EXERCISE DESCRIPTION: Working from the data below, write out exactly the lines from its first through the line that contains "ctx.lineJoin = 'round';", both ends included and pictures omitted.

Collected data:
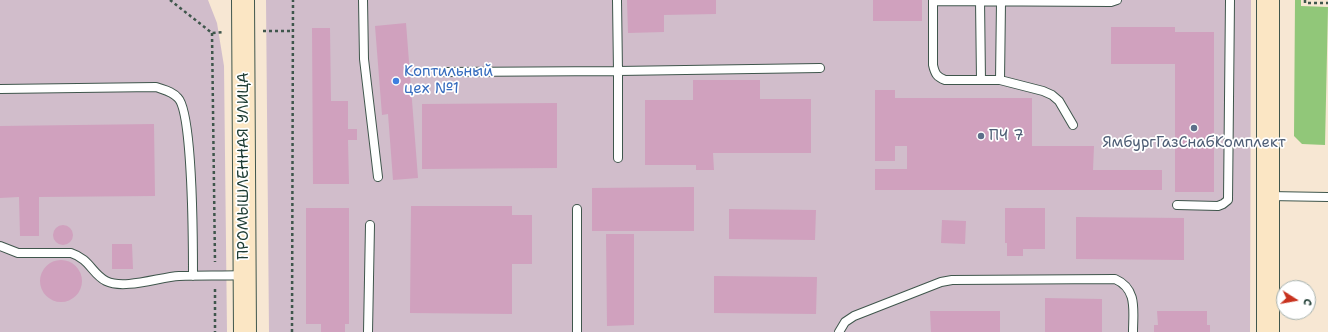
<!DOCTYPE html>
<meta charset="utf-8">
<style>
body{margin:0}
#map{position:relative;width:1328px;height:332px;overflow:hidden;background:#f7e7d3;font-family:"Shantell Sans",sans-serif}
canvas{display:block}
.north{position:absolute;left:1276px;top:280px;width:40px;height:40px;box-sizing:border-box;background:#fff;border:1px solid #a5b1ae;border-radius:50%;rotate:101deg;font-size:11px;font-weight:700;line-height:16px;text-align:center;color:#1f3d34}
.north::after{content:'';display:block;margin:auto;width:14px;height:18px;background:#c8321e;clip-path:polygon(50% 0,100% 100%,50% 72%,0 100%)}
</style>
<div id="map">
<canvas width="1328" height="332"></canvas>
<div class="north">С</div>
</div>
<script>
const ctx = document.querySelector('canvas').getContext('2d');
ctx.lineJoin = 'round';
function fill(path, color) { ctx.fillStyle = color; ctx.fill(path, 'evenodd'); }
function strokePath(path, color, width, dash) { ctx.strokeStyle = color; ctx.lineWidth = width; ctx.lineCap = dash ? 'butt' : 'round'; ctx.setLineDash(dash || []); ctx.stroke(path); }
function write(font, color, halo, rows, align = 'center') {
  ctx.font = font + ' "Shantell Sans",sans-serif'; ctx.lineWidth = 3.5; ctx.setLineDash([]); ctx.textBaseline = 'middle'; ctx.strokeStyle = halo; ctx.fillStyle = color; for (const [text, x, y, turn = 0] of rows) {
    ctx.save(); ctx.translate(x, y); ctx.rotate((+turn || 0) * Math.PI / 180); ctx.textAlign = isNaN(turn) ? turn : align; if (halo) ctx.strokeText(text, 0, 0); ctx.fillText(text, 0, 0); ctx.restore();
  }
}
const industrial = new Path2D(`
 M0 0H208L217 23 224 66 227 332H0Z
 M266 0H1251L1250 332H269Z`);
const green = new Path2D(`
 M1295 0H1301V6L1328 7 1325 145 1302 144 1294 136Z`);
const building = new Path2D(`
 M627 0H716V14L664 15V32L628 33Z
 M873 0H922V21H873Z
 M406 23 418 178 393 180 388 114 382 115 375 26Z
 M1111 27H1175V32H1214V192H1175V64H1111Z
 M312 28H330L331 101H348V129H357V140H348L349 184H313Z
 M693 80H760V99H811V153H713L714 170H696V165H645V100H693Z
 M875 90H895V98H1032V146H1094L1093 170H1162V190H875V169H907V146H895V161H875Z
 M557 103V168L422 169V104Z
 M154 124 155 196 39 197V236H20L19 197 0 198V126Z
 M694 187V231H592V188Z
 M411 206H512V215H532V264H512V314L410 313Z
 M306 208H349V324H345V332H321V324H306Z
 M1005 208H1045V249H1023V256H1007V243H1005Z
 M729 209 816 210 815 240 729 239Z
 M1076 217 1184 218V260L1076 259Z
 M942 220 966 221 965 244 941 243Z
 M53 235a10 10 0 1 1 20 0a10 10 0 1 1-20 0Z
 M606 234H634V325L607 326Z
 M112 244H132L133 269H112Z
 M40 281a21 21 0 1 1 42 0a21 21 0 1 1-42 0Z
 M714 276 817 277 816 314 714 313Z
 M1045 298 1102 299V332H1045Z
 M930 311H1000V332H931Z
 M1157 311H1207V325H1210V332H1154V325H1158Z`);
const path = new Path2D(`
 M170 0 212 33 224 32
 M1305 0V3H1328
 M263 31H293
 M212 33 215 262
 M215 289V332
 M292 332 293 0`);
const lane = new Path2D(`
 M363 0 364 59 378 177
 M933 0V65C935 74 937 77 945 80H1000L1043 91 1052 95 1059 101 1073 125
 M980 0 981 80
 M933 1 1111 2 1117 0
 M445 72 618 71 617 0
 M1000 80 1001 2
 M0 89 156 87C164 90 172 91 178 98 193 113 193 248 193 276
 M618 158V71L820 68
 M1269 196 1328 197
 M1177 205 1218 206 1223 204 1228 200 1230 0
 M0 246 18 253H71C90 259 92 274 106 281 124 290 160 277 179 276 201 275 223 276 244 275
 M368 332 370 225
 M577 332V209
 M839 332 845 322 854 316 941 282 952 280 1115 279C1138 289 1133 311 1133 332`);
const secondary = new Path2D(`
 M243 0 245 332
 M1268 0V332`);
const markers = [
 [396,81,4,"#3f7fe0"],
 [1194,128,4,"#5c6f8a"],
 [981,136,4,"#5c6f8a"]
];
const shopNames = [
 ["Коптильный",404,72],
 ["цех №1",404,89]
];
const serviceNames = [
 ["ПЧ 7",989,136],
 ["ЯмбургГазСнабКомплект",1194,143,"center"]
];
const streetNames = [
 ["ПРОМЫШЛЕННАЯ УЛИЦА",244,166,-90]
];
fill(industrial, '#d1bdcb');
fill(green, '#91c779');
fill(building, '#d0a1be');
strokePath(lane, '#3f564c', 10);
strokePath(secondary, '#3f564c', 24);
strokePath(path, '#3f564c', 2.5, [3, 3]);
strokePath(lane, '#fff', 8);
strokePath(secondary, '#fbe6c4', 22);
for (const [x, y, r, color] of markers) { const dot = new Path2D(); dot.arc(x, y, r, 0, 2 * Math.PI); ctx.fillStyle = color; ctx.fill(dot); strokePath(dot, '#fff', 1.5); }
write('15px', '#366cbe', '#fff', shopNames, 'left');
write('15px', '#4e5e75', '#fff', serviceNames, 'left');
write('15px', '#1f3d34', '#fff', streetNames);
</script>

RESPONSE TO THIS EXERCISE:
<!DOCTYPE html>
<meta charset="utf-8">
<style>
body{margin:0}
#map{position:relative;width:1328px;height:332px;overflow:hidden;background:#f7e7d3;font-family:"Shantell Sans",sans-serif}
canvas{display:block}
.north{position:absolute;left:1276px;top:280px;width:40px;height:40px;box-sizing:border-box;background:#fff;border:1px solid #a5b1ae;border-radius:50%;rotate:101deg;font-size:11px;font-weight:700;line-height:16px;text-align:center;color:#1f3d34}
.north::after{content:'';display:block;margin:auto;width:14px;height:18px;background:#c8321e;clip-path:polygon(50% 0,100% 100%,50% 72%,0 100%)}
</style>
<div id="map">
<canvas width="1328" height="332"></canvas>
<div class="north">С</div>
</div>
<script>
const ctx = document.querySelector('canvas').getContext('2d');
ctx.lineJoin = 'round';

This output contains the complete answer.